Westminster seems to have become more organized since I last visited. Now there is some directional control inside the huge Abbey. That helps, but not everyone follows the signs. It was only moderately crowded Saturday afternoon, and it was fairly easy to stop and take pictures. And that’s a good thing because Abby was all over the place reading inscriptions, taking pictures, and exploring the space.

We visited an exhibition inside the Abbey called the Queen’s Jubilee Gallery. It is located high above the main floor in an area that had been closed off for some time. Unfortunately, we were not allowed to take pictures in the Jubilee Gallery.

It is a great exhibit with information about the building of the Abbey and old documents, including an “original” of the Magna Carta. A fun part of the gallery experience was that we asked a docent (we think they are called “wardens” like at the Tower) and he could not stop telling us things. He explained so much that we really learned a lot. In fact, well over an hour later, as we were on our way out of the Abbey, down on the ground floor, Bruce spotted us, stopped us, and asked if we were going to visit the Chapter House. We had not planned to, but after he told us several things to look for, we had to see it. [It was great, by the way.]

Just as at the British Museum, we could have spent far more time in the Abbey than we had available. We did manage to find the tombs of several early royals such as Henry the 7th. Several of those tombs are inside what I can only describe as cages. It is almost as if people are afraid the old kings and queens are going to escape from their tombs and try to take over again.

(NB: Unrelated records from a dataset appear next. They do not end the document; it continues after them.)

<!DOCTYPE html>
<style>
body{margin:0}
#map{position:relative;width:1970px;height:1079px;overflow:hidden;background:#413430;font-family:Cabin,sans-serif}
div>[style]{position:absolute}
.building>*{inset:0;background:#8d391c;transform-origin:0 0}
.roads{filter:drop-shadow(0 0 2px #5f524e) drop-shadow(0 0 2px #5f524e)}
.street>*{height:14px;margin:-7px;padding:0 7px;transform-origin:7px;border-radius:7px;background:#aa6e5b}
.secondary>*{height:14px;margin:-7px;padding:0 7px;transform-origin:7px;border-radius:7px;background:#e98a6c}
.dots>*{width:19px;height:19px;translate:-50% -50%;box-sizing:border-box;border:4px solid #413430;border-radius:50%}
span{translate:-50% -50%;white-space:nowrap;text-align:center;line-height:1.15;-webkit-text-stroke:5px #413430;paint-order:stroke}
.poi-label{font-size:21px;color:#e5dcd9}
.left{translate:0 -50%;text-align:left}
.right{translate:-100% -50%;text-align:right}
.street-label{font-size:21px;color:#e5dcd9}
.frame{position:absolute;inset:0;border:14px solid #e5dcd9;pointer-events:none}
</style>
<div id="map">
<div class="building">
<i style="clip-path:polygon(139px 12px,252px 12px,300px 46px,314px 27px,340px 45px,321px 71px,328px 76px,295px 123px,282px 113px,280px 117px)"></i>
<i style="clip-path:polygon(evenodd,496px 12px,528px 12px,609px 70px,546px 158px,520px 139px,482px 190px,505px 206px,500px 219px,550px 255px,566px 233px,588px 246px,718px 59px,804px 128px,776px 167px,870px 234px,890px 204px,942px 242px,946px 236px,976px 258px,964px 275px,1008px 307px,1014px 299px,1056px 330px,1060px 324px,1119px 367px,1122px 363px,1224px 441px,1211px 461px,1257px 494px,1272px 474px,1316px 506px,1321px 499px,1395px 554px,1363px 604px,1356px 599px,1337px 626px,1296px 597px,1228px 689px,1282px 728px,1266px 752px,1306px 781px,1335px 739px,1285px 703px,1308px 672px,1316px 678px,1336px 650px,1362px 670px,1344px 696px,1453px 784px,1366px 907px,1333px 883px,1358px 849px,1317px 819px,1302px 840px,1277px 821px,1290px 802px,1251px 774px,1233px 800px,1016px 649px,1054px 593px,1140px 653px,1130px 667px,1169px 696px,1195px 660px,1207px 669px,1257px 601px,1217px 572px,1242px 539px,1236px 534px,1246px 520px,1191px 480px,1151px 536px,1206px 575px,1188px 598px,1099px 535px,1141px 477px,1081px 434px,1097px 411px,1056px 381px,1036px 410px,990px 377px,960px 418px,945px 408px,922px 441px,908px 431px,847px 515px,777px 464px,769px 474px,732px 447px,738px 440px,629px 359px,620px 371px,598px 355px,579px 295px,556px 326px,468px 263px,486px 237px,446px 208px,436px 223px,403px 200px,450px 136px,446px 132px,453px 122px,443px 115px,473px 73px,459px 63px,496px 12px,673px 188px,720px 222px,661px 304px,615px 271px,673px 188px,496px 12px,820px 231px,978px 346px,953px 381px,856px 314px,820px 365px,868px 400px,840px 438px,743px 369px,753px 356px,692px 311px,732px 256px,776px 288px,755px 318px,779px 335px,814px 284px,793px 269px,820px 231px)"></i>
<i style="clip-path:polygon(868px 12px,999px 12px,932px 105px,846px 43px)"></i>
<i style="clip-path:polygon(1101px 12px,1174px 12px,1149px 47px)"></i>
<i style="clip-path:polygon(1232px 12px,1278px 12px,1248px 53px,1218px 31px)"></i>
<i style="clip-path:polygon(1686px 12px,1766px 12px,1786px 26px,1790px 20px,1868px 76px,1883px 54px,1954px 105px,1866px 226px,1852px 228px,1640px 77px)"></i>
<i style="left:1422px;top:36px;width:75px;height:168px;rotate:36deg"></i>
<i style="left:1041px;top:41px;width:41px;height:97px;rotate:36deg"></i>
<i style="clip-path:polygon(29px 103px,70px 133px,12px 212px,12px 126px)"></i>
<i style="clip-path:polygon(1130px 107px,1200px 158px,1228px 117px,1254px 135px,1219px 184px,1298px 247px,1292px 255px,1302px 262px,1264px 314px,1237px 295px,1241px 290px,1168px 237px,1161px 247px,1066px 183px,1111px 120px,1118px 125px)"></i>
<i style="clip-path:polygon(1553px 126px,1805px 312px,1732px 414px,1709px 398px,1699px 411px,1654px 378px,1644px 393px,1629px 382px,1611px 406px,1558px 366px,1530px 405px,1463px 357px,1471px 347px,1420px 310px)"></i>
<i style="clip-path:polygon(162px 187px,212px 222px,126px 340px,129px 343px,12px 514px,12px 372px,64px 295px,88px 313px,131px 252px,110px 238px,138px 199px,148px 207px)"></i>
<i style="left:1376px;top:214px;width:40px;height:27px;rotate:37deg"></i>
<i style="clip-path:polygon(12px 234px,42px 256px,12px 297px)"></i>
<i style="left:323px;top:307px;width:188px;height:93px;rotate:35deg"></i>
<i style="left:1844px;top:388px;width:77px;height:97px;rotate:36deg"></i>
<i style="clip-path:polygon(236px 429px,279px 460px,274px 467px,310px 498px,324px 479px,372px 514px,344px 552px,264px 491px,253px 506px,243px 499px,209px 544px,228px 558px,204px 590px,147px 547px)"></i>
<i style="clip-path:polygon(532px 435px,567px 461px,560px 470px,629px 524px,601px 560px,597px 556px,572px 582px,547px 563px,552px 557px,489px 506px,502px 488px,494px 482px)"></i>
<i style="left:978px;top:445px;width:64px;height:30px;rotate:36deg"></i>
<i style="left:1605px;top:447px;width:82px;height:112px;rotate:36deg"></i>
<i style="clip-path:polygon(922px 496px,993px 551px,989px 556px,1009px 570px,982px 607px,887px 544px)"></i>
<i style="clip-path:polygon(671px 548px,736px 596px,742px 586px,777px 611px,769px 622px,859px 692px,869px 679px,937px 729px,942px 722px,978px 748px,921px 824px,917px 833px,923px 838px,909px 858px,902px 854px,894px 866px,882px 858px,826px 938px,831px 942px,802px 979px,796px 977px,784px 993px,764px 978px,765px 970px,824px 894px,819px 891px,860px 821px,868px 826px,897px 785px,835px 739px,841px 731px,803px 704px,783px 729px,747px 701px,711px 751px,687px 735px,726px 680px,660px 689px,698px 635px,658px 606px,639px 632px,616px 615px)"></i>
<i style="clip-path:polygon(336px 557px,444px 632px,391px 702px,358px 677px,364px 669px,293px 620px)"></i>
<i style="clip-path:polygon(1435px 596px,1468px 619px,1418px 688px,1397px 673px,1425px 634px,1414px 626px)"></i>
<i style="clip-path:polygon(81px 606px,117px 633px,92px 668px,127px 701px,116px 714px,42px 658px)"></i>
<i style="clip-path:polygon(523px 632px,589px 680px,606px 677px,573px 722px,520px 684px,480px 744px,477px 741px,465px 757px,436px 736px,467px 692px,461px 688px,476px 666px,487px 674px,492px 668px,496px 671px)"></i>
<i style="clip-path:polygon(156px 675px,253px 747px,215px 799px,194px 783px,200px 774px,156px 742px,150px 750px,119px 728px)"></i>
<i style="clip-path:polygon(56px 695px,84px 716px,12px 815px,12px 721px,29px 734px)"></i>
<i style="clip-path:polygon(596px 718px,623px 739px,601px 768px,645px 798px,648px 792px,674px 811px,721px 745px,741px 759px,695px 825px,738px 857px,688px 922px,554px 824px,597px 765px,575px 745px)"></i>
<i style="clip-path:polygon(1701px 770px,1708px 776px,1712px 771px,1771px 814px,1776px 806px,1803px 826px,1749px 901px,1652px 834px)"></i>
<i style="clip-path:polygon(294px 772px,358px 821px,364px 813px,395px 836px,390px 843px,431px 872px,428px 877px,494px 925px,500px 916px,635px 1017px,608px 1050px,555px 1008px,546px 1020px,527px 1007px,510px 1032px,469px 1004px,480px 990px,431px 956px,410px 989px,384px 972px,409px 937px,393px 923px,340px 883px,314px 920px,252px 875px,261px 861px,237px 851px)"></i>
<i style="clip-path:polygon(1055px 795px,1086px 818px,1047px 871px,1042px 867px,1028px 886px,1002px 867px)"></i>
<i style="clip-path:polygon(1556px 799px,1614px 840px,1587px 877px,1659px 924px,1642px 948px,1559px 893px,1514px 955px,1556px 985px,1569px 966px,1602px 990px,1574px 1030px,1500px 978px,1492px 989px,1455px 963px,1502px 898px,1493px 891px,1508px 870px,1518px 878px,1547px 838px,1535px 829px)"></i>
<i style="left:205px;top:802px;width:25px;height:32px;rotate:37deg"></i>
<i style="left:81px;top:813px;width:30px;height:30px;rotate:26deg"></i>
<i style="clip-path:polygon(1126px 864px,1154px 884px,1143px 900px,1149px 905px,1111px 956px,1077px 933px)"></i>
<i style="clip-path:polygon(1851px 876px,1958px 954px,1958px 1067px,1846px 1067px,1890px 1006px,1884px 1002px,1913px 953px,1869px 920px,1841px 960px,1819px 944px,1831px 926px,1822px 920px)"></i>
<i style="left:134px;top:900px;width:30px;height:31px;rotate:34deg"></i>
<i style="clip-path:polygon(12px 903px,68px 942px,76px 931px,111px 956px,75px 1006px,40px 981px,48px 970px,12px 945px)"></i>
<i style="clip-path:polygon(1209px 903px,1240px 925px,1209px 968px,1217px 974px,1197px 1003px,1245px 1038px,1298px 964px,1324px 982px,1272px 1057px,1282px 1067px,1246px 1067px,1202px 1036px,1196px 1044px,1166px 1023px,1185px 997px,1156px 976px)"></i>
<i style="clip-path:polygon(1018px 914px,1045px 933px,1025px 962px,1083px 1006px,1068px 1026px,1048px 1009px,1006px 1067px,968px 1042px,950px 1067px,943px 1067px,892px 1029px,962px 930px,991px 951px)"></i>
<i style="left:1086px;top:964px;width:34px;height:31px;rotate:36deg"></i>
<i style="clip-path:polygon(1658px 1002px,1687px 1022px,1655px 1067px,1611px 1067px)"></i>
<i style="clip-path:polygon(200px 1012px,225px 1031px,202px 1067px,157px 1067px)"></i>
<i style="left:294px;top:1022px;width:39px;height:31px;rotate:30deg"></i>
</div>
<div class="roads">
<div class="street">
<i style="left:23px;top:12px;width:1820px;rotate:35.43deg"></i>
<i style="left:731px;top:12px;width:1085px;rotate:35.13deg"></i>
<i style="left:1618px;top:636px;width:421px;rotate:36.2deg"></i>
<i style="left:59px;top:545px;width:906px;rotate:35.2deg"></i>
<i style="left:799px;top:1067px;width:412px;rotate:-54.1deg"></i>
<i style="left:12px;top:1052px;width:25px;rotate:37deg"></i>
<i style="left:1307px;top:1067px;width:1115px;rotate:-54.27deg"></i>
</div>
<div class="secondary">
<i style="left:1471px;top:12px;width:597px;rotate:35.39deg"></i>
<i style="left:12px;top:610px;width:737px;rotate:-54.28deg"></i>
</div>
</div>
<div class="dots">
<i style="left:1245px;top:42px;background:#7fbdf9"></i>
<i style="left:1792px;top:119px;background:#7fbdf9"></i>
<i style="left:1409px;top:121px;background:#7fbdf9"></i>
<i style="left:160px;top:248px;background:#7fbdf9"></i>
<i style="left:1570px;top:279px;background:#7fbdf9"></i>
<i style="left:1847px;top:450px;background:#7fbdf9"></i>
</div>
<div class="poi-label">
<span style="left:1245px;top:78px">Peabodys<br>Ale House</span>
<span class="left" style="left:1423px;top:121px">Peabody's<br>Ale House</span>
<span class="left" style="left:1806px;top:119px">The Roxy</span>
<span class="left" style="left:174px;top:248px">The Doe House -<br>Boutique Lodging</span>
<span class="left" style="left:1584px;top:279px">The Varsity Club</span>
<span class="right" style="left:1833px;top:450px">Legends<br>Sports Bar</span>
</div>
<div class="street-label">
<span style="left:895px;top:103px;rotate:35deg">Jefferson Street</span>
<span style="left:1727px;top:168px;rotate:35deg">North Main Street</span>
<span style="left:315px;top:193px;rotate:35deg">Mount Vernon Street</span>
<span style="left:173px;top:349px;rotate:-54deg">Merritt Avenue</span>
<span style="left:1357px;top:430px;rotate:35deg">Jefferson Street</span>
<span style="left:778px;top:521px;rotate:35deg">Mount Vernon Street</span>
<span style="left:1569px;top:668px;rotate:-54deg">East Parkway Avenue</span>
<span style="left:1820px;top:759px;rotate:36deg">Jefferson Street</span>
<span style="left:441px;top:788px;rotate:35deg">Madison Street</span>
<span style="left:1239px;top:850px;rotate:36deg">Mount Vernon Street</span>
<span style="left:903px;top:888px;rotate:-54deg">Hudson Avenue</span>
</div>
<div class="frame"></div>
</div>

Christ Church at Greyfriars was nearly destroyed in the Blitz,, but left unrepaired as a reminder of the war. It is haunted by victims of the 1666 fire.



We had a nice, somewhat early, dinner and a short rest before Abby and I headed out for the long-anticipated “Ghastly Ghost Walking Tour” which started near the Tower of London.
We spent 2 hours walking from spot to spot, learning about the area, and listening to ghost stories. I think Abby enjoyed it a lot. George, our guide, had a lot of information about the areas we visited and was very patient with our questions. There were about 20 people in our group and he kept us all entertained as we moved from point to point. The ghost stories sounded good, but they were all fantastical. Of course, London is an old place, so there are plenty of stories from which to choose.

Abby’s contribution…

There were shockingly few Abbey/Abby jokes during Westminster Abbey. The Abbey has been my favorite place so far. I’m a sucker for stained glass, and there were a lot of stained-glass windows there. Bruce, the docent, said that most of them were actually painted glass. That’s okay if they’re not stained glass though, I still think they’re quite lovely. I really enjoyed looking at the tombs and the memorials. I found them really interesting. There were really old ones and very ornate ones. I loved looking at how the building itself was, too. All the spires and towers were really quite amazing to see. I truly loved going to the Westminster Abbey, and I really want to go again soon!

We also went on a ghost tour. I really liked it, and the guide was very funny. I’m not sure if I believe in ghosts, but it’s certainly fun hearing about them! The tour was two hours long and it was very cold outside. I loved the tour but was glad to be back inside when it was over!

Added about 75 pictures to the pictures page.